Vermutlich versucht Putin durch die Freilassung Sawtschenkos mehrere Ziele zu erreichen. Poroschenko erklärte die Heimkehr der Pilotin zur Chefsache und machte sich damit wider Willen von seinem russischen Gegenspieler abhängiger oder potentiell kompromissbereiter. Formell kam der ukrainische Präsident als großer Gewinner zurück nach Kiew. Ohne Zweifel war seine Handlung eine gute humanitäre Geste.
Probleme für Poroschenko und Tymoschenko
Aus der politisch-pragmatischen Perspektive ist seine Position schwächer geworden. Die Stärke Poroschenkos besteht darin, dass er in der kriegsmüden Ukraine für die Einhaltung des Minsker Abkommens steht. Dafür wird er geschätzt und von Zweiflern toleriert. Die Kriegsteilnehmerin Sawtschenko plädiert ebenfalls für weitere Verhandlungen der Konfliktparteien auf der Minsk-2-Grundlage und wird in der Bevölkerung als authentischer wahrgenommen.

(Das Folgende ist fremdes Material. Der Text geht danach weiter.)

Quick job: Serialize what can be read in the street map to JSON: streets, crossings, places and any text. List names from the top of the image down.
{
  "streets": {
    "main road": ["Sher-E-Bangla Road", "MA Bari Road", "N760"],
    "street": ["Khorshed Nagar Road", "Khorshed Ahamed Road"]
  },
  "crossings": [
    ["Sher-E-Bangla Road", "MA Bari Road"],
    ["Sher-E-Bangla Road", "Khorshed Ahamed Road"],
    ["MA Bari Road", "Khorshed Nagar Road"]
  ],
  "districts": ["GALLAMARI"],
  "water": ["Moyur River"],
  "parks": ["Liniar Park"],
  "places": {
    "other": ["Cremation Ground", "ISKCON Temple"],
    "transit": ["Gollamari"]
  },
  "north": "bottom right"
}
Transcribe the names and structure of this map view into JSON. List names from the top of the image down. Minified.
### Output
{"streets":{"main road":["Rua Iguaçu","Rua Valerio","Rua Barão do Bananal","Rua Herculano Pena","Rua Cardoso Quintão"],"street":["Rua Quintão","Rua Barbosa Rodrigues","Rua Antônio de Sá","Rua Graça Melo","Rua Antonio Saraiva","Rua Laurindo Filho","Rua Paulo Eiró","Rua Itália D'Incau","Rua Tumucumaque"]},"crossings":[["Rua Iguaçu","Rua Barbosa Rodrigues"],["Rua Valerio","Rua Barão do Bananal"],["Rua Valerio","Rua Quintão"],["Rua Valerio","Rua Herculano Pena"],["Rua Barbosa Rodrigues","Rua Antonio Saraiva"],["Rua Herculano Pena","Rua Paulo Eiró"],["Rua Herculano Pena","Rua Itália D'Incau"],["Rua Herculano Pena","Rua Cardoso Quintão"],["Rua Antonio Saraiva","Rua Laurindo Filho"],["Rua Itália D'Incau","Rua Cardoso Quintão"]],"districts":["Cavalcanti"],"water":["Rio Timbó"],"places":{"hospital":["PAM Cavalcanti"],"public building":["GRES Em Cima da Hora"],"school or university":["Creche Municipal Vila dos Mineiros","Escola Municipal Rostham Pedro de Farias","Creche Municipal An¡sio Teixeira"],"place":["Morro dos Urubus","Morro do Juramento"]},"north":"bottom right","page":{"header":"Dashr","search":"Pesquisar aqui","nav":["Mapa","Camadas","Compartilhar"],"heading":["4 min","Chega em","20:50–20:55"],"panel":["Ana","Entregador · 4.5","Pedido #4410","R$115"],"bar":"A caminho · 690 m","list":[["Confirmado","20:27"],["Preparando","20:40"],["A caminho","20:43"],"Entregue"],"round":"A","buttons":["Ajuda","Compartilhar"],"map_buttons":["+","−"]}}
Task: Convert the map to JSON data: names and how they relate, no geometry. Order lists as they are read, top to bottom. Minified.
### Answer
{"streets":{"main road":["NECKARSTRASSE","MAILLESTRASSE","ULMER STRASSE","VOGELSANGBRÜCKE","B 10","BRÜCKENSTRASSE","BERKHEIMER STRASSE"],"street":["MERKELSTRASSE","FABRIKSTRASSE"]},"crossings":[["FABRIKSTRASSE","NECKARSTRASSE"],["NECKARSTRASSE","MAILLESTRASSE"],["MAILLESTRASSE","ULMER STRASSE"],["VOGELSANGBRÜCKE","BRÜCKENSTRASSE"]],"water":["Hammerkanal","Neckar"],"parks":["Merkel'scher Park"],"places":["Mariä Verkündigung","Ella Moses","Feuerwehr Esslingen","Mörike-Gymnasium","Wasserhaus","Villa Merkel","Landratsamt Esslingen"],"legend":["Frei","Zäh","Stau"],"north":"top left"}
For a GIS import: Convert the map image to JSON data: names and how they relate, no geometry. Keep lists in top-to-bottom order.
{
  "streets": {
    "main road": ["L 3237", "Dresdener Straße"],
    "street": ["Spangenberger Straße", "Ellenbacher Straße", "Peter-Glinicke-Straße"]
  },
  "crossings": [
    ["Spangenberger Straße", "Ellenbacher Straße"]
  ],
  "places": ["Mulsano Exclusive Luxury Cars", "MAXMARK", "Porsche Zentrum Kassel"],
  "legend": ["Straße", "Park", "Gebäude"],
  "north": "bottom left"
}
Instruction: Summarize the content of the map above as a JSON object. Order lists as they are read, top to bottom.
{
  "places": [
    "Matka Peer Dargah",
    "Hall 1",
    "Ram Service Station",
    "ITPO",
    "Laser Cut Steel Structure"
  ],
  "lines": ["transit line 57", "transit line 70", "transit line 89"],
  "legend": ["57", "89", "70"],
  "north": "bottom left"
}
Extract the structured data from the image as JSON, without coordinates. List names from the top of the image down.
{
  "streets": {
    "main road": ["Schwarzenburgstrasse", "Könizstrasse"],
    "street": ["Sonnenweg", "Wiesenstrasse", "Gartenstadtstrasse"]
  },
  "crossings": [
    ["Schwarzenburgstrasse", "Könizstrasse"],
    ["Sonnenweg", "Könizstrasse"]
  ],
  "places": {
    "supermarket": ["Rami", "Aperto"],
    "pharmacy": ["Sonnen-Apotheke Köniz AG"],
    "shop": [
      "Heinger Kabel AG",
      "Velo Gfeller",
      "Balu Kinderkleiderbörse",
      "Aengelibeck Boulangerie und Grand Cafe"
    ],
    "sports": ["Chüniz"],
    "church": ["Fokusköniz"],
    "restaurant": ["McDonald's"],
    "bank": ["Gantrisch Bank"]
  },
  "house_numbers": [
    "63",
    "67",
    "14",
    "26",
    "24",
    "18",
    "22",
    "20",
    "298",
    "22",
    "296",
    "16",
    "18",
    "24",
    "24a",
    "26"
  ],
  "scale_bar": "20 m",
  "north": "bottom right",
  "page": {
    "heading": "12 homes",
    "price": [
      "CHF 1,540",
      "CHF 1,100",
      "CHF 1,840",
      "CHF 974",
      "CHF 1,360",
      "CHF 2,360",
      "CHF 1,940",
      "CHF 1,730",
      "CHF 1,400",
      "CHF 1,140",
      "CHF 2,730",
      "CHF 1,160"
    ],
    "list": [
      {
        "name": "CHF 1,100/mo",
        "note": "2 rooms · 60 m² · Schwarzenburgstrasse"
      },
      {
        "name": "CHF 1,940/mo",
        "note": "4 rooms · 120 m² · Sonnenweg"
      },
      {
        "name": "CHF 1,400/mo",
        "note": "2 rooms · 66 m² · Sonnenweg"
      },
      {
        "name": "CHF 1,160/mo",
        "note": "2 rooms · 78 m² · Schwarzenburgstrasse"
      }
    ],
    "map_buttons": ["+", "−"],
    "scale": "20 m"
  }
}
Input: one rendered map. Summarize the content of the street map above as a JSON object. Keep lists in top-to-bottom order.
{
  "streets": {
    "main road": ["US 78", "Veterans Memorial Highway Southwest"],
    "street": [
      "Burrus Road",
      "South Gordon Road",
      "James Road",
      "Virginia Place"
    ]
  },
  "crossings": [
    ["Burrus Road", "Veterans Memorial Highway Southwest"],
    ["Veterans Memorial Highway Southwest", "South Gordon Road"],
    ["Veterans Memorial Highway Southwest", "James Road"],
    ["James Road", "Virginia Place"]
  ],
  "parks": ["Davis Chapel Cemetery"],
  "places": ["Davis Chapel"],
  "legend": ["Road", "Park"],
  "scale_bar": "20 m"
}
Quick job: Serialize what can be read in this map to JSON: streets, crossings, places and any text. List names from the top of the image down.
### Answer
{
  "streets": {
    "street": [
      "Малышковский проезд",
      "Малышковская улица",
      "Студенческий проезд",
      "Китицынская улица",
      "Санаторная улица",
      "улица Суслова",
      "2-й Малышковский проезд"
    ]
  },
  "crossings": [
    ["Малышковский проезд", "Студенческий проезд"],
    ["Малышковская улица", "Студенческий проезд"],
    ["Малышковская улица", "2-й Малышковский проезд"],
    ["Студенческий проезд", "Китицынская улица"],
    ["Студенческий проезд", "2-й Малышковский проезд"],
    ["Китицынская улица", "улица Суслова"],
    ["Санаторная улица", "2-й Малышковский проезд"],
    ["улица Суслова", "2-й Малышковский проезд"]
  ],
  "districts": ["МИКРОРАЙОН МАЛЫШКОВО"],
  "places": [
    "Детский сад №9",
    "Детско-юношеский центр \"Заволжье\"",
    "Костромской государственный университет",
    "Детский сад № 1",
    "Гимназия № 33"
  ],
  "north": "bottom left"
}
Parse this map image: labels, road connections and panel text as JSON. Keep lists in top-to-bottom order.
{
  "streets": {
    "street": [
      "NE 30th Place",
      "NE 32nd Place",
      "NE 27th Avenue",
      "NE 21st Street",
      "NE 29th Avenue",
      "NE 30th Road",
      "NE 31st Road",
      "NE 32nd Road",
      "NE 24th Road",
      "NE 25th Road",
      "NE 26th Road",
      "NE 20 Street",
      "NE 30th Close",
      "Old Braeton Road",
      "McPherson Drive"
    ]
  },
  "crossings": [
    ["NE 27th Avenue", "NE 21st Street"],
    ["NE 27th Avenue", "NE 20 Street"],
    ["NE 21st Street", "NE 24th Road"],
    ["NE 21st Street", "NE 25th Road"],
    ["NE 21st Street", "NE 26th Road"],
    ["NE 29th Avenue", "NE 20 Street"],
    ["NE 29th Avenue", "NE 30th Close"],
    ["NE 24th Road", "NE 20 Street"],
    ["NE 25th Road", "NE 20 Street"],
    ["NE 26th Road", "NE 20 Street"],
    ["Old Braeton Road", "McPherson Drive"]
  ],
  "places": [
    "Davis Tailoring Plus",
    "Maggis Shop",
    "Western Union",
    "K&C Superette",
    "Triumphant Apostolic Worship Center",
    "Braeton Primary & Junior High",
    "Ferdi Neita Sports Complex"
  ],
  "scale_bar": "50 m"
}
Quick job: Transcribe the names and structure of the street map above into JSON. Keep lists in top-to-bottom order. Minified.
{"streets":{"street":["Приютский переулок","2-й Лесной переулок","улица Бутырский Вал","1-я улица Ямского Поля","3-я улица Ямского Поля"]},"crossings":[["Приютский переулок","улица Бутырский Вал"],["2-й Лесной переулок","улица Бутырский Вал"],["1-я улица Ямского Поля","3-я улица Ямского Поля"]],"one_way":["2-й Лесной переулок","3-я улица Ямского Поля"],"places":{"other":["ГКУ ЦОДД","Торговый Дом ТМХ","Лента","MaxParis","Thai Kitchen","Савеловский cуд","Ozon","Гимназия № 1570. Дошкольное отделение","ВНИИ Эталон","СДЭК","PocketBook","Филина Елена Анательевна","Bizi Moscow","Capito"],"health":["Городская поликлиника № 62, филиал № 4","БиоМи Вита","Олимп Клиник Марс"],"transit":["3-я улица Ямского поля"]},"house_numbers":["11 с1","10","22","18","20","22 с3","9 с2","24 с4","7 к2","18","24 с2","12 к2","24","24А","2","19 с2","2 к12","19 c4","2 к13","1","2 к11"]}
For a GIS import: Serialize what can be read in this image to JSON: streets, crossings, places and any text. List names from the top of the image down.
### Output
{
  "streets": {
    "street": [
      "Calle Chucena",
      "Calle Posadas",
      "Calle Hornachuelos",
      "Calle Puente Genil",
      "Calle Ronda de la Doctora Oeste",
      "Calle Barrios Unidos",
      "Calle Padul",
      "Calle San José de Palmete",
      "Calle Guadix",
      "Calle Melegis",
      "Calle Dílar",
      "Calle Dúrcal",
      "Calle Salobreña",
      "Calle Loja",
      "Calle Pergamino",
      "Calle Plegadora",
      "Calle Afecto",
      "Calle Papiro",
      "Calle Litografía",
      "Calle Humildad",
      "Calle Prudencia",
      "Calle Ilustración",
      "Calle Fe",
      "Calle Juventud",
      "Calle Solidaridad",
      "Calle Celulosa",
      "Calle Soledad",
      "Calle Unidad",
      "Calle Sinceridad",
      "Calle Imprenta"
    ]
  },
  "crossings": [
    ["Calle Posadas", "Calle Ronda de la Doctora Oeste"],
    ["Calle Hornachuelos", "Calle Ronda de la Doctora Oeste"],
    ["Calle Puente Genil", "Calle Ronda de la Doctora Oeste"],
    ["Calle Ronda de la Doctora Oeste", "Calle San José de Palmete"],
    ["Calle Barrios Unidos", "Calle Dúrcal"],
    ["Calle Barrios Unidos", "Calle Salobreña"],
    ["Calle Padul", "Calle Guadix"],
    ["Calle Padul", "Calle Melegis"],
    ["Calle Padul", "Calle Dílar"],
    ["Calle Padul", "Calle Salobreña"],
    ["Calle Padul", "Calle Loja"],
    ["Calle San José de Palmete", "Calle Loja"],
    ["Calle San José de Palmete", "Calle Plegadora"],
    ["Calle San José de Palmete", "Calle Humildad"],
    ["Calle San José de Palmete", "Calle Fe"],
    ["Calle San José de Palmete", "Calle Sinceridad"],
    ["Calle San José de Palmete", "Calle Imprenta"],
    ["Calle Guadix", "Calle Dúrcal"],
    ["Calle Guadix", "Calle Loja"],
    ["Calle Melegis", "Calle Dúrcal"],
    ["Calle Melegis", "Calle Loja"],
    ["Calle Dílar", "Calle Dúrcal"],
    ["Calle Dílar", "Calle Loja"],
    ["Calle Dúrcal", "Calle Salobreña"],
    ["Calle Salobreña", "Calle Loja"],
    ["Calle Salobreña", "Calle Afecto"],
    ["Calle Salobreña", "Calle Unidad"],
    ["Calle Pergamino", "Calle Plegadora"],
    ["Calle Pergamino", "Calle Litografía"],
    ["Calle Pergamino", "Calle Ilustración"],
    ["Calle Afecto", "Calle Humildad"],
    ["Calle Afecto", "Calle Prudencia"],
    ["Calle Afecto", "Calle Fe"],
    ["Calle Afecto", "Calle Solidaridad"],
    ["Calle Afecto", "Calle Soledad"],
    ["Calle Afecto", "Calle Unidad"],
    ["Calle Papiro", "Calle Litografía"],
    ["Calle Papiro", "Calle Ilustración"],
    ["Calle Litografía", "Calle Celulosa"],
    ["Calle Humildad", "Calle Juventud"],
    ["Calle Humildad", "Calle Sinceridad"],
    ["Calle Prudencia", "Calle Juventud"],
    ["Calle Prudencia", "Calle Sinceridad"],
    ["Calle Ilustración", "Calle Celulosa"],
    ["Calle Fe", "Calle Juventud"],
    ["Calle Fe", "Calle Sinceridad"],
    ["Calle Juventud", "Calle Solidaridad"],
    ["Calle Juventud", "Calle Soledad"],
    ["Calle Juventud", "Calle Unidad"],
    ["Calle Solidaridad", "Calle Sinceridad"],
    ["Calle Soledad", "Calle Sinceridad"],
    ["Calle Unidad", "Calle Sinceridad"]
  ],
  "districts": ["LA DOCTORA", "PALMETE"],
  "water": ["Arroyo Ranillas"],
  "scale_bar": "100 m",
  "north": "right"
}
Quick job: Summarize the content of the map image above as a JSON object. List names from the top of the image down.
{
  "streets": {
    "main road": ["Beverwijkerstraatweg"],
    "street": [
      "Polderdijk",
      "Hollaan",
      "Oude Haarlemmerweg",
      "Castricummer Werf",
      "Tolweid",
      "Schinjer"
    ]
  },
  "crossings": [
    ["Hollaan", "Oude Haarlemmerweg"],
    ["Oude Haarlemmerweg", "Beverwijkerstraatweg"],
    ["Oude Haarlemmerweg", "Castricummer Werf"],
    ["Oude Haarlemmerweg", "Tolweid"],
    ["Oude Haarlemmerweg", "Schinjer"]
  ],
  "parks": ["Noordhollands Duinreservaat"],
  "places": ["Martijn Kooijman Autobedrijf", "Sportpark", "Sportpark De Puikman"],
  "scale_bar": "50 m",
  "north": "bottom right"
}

Darüber hinaus bekommt jetzt die Fraktionsvorsitzende Tymoschenko eine mächtige Kontrahentin, die die 2015 stattgefundene Annäherung zwischen der Vaterlandspartei und der radikal-nationalistischen Freiheitspartei nicht gutheißen wird.
Karten in der Ukraine werden neu gemischt
Nicht zuletzt verrät die neueste Rede Putins seine Ansichten: er lobte ausdrücklich die Vermittlungsbemühungen von Wiktor Medwedtschuk, dem ehemaligen Präsidialamtsleiter unter Präsident Leonid Kutschma und einer der letzten aktiven prorussischen Politiker in der Ukraine. Mit großer Wahrscheinlichkeit bemüht sich Moskau, neue Netzwerke im Nachbarland aufzubauen und alte zu beleben. Der Einstieg Sawtschenkos in die ukrainische Politik wird die Karten neu mischen und die etablierten Akteure herausfordern.